'''
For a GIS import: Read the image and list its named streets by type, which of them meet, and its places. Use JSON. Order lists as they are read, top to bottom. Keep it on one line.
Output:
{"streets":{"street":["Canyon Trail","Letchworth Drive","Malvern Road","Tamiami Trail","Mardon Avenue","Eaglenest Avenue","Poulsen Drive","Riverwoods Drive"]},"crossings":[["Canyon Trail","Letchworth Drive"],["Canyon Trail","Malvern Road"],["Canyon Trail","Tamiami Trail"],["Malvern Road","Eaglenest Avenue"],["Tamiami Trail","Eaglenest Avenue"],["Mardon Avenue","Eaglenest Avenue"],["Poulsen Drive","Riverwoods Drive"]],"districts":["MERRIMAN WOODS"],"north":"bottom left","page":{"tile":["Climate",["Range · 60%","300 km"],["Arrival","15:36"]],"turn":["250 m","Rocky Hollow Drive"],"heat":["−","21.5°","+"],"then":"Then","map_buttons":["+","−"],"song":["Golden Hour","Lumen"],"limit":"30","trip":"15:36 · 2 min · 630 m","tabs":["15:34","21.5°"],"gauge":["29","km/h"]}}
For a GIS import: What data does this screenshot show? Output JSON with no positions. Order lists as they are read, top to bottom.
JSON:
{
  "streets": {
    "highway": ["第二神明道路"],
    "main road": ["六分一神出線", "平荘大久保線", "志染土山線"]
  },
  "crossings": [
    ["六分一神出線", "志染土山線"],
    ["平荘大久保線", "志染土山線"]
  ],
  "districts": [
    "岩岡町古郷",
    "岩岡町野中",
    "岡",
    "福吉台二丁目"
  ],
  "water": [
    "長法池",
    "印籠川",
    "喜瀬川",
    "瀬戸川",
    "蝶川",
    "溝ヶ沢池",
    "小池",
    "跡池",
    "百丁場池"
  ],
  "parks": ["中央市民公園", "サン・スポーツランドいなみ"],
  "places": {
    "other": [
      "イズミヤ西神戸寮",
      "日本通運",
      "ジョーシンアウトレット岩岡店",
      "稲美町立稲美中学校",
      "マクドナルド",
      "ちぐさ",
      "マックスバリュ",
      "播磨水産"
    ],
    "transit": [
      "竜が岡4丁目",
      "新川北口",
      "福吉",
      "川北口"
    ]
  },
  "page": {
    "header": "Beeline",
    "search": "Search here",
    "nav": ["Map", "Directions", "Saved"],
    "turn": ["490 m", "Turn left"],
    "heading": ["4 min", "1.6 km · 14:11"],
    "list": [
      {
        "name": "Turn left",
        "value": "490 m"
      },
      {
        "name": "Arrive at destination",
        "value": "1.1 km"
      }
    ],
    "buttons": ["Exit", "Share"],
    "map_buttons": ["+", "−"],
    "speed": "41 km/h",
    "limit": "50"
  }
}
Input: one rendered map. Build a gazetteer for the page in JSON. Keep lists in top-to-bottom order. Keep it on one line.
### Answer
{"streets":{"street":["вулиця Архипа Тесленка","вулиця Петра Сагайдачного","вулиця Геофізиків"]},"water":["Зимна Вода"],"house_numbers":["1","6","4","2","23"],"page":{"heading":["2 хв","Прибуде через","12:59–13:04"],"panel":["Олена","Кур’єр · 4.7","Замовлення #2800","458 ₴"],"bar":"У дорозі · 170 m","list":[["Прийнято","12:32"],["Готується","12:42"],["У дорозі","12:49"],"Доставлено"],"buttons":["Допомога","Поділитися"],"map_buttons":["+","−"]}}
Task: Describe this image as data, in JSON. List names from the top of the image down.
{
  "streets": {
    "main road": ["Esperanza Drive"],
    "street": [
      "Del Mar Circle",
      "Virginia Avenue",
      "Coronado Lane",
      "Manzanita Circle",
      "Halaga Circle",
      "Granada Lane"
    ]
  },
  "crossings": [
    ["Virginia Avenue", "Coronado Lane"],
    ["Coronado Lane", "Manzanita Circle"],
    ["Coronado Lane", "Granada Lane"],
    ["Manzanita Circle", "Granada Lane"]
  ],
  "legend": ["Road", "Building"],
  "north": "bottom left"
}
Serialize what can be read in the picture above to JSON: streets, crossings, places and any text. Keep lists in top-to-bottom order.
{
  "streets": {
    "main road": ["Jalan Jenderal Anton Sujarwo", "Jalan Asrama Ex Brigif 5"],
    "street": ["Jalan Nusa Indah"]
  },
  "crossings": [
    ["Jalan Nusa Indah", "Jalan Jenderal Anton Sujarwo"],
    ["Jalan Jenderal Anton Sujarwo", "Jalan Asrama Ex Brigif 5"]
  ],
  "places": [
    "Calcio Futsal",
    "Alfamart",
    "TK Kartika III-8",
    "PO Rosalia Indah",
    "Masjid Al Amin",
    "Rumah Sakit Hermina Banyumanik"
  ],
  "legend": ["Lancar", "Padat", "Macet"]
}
'''
[Problem requirements] Review the preceding data and report every line that includes the string "import".

[Task answer]
For a GIS import: Read the image and list its named streets by type, which of them meet, and its places. Use JSON. Order lists as they are read, top to bottom. Keep it on one line.
For a GIS import: What data does this screenshot show? Output JSON with no positions. Order lists as they are read, top to bottom.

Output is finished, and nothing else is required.